Kalau ada orang yang menyerah, yang dikasih kemudahan dalam hidupnya sama Tuhannya, coba kenalan/kenalin sama saya.
Di balik orang ngomong "I give up" itu masih ada hope, ada pengharapan.
Kasarnya saya bilang, masih ngarep.
Tapi kalau ngarepnya mukjijat terjadi begitu aja kayak sulap terus semuanya tiba-tiba bim salabim baik-baik saja, sampai langit tukeran posisi sama air laut juga gak akan pernah dapet mukjijatnya.

Balik lagi ke cerita yang saya mau sharing.
Sorry kalau ada yang offended sama cerita saya, tapi saya gak ada maksud apa-apa cerita ini semua.
Papa saya lahir di keluarga yang Kristennya cukup kental, mama saya dari keluarga Katolik.
Waktu nikah, papa kayaknya pindah agama karena sekarang saya tahunya di KTP tulisannya ya Katolik dan juga terdaftar sebagai kepala keluarga yang sah di kartu keluarga paroki gereja dimana saya berdomisili (kalau di Katolik, kalau kepala keluarga (papa) bukan beragama Katolik, maka istrinya yang punya titel kepala keluarga di kartu keluarga tersebut, saya juga baru tahu soal ini).
Saya gak begitu tahu alasannya kenapa, tapi saya tahu, nenek dari papa saya selalu pesan begini: "Kalau seorang laki-laki benar-benar mencintai perempuannya, maka dia harus ikut agama pasangannya kalau ingin menikah."
Mungkin itu alasan kenapa papa saya pindah, atau mungkin plain love with my mom back then.
Who knows, and I don't bother to ask why, all I know I am loved by them and they are perfectly in good relationship until this very second.
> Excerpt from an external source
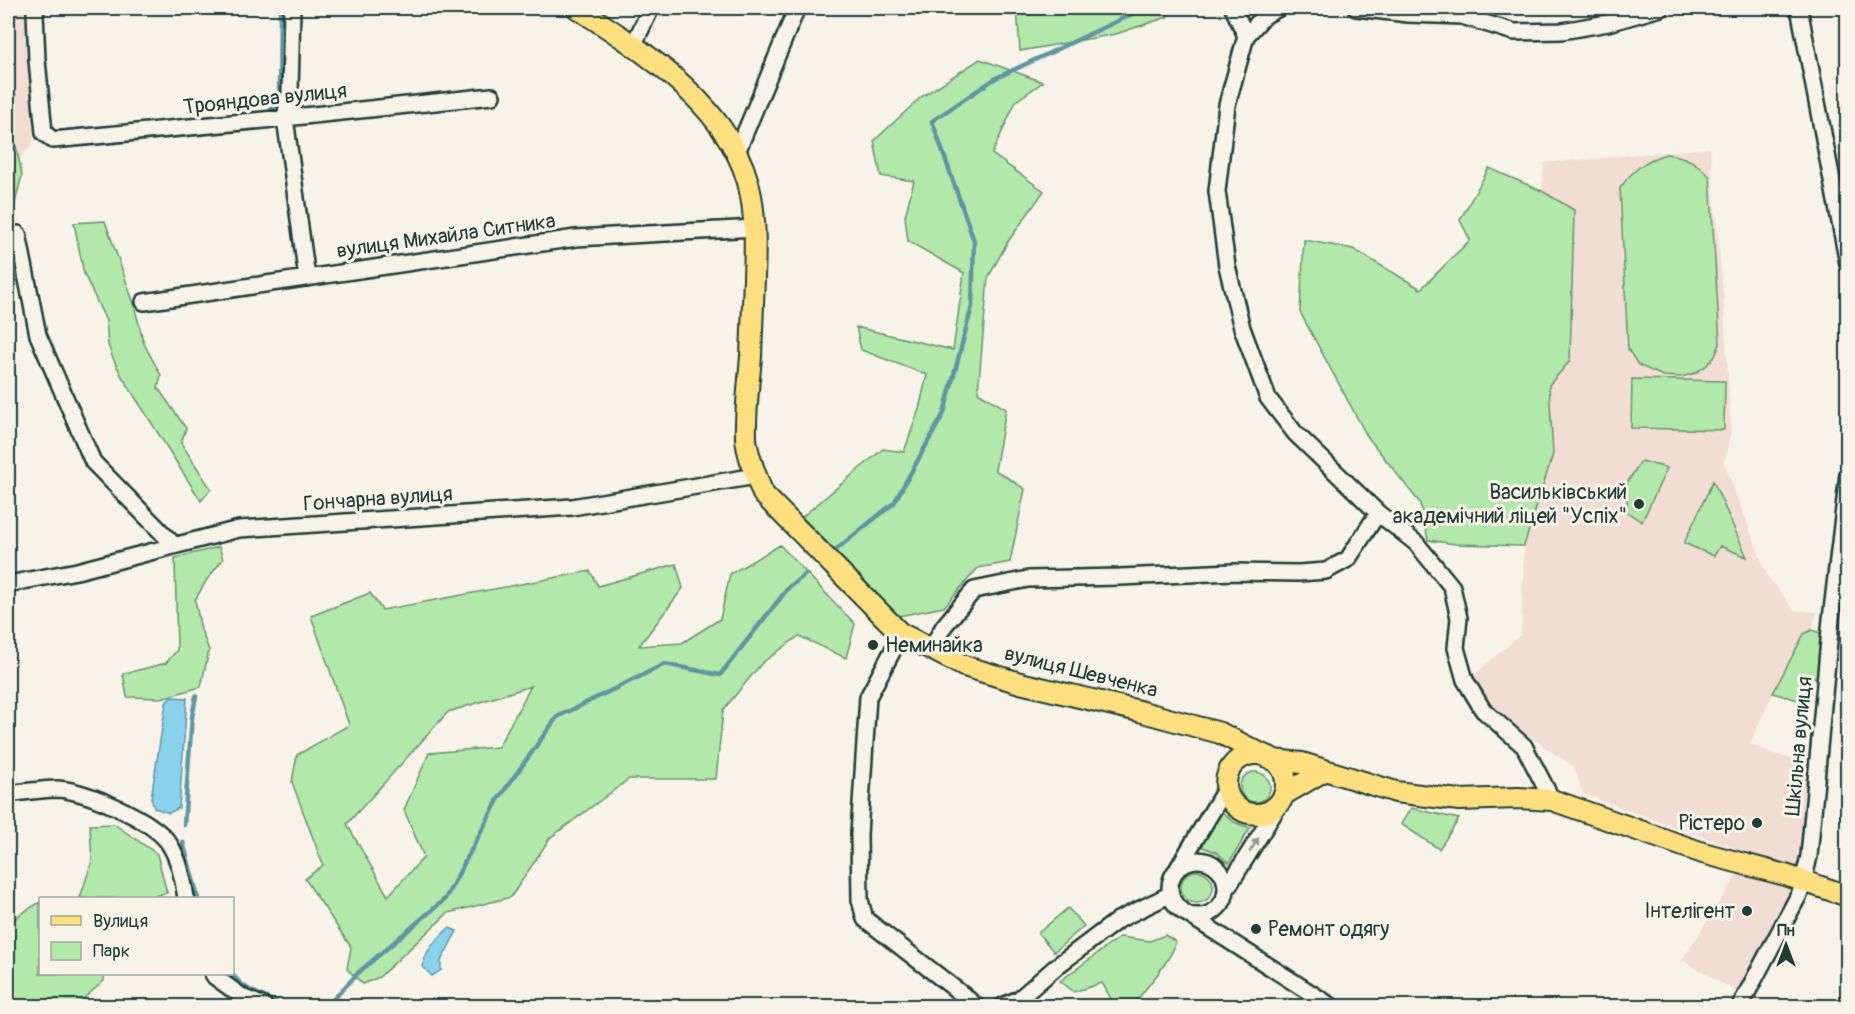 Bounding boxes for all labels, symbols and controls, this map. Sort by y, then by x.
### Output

Itu kan dari keluarga inti saya.
Kakak dari papa saya menikah dengan seorang muslim. Dan sekarang mereka berdua sudah resmi menjadi Bapak Haji dan Ibu Hajjah.
Dan sampai detik ini pernikahan mereka baik-baik saja, dan kita sekeluarga besar juga baik-baik saja.

Dan itu masih dalam lingkup keluarga saya juga.
Calon suami saya punya orang tua yang juga beda agama.
Dan mereka perfectly fine sampai detik ini juga.
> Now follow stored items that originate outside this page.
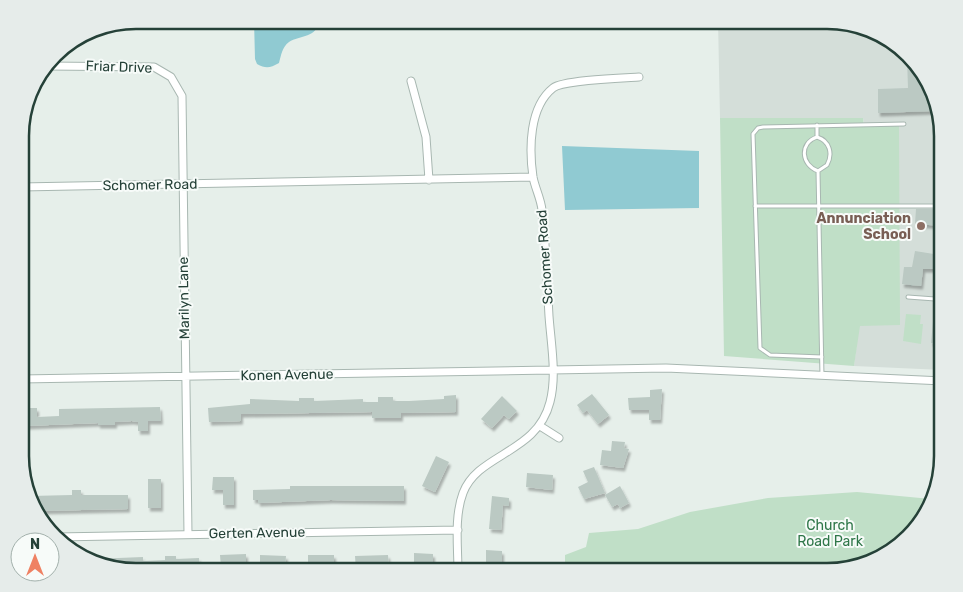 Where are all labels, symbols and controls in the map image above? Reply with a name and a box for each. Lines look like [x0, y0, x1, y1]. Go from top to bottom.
street label: Friar Drive [85, 57, 153, 77]
street label: Schomer Road [102, 176, 198, 194]
street label: Schomer Road [533, 209, 557, 305]
place label: Annunciation School [816, 210, 911, 243]
marker: Annunciation School [915, 220, 927, 232]
street label: Marilyn Lane [175, 256, 193, 339]
street label: Konen Avenue [240, 366, 334, 384]
park label: Church Road Park [797, 517, 864, 550]
street label: Gerten Avenue [209, 524, 306, 542]
north arrow [10, 532, 60, 582]
text: N [30, 536, 40, 553] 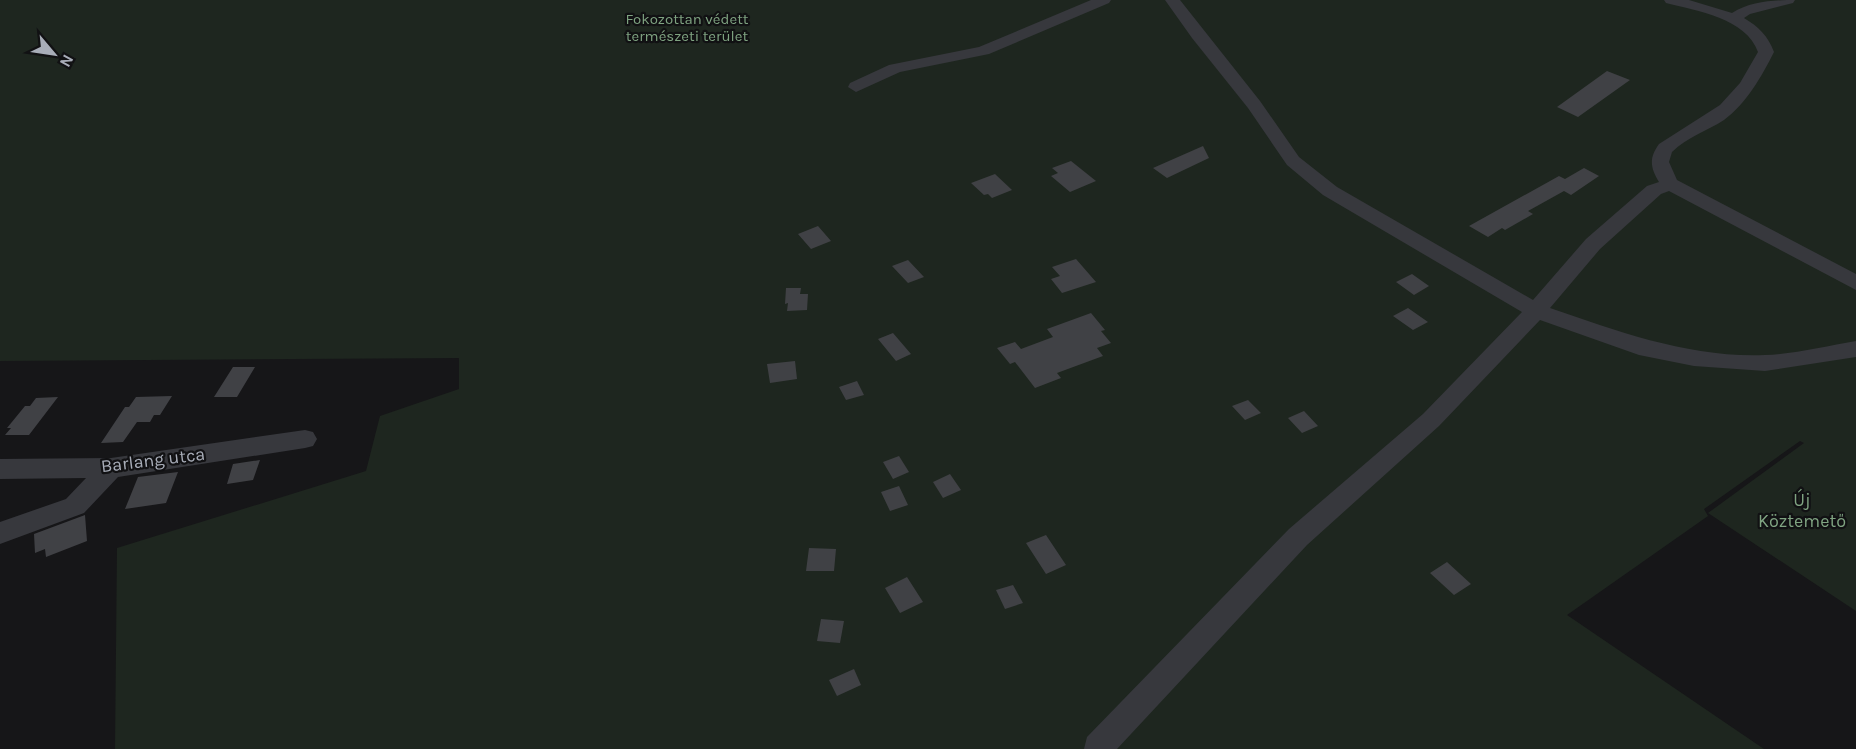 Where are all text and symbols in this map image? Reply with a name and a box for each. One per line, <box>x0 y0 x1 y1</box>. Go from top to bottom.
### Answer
park label: Fokozottan védett természeti terület <box>626 10 749 45</box>
north arrow <box>24 24 84 84</box>
text: N <box>56 51 78 71</box>
street label: Barlang utca <box>100 443 206 477</box>
park label: Új Köztemető <box>1758 488 1846 532</box>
Jadi, apa agama itu jadi masalah buat sebuah pernikahan?
Apa kalau beda agama itu jadi masalah?

Itu kan cuma paradigma orang dan society yang selalu memicingkan mata kalau ada dua pasang laki-laki dan perempuan dengan agama yang berbeda ingin menjalin hubungan.
Gausah jauh-jauh ngomongin pernikahan, pacaran aja belum tentu disetujuin.

Papa saya selalu bilang, cari orang yang benar.
Tapi sebelum cari orang benar itu, kamu harus jadi orang yang benar dulu.
Jadi kamu tahu mana yang benar mana yang salah.
Dan itu yang saya pegang sampai detik ini.

Saya gak pernah ada maksud bilang orang gausah beribadah lagi, gausah berdoa lagi, atau gapapa kalau cari pasangan yang gak ngelakuin itu semua. Enggak.
Setiap orang punya prinsip sendiri-sendiri.
Prinsip saya ya seperti yang papa saya pesankan, cari orang yang benar.
Karena buat saya lebih baik saya sama orang yang tahu bagaimana harus menjalani hidup, daripada orang yang fanatik sama agamanya tapi gatau bagaimana menghargai orang lain dan makhluk hidup lainnya.
Kalau bisa dapat yang ibadahnya kuat PLUS orang benar, itu kan kayak dapat harta karun, dan kalau ada yang dapat itu, bersyukurlah, karena Tuhan itu baik sekali.
Lakukan yang menurut kamu benar, selama itu gak menyakiti orang lain dalam bentuk apapun. (:
Dan sebelum kamu judge kehidupan orang lain, coba diinget dulu seberapa sempurna hidup kamu?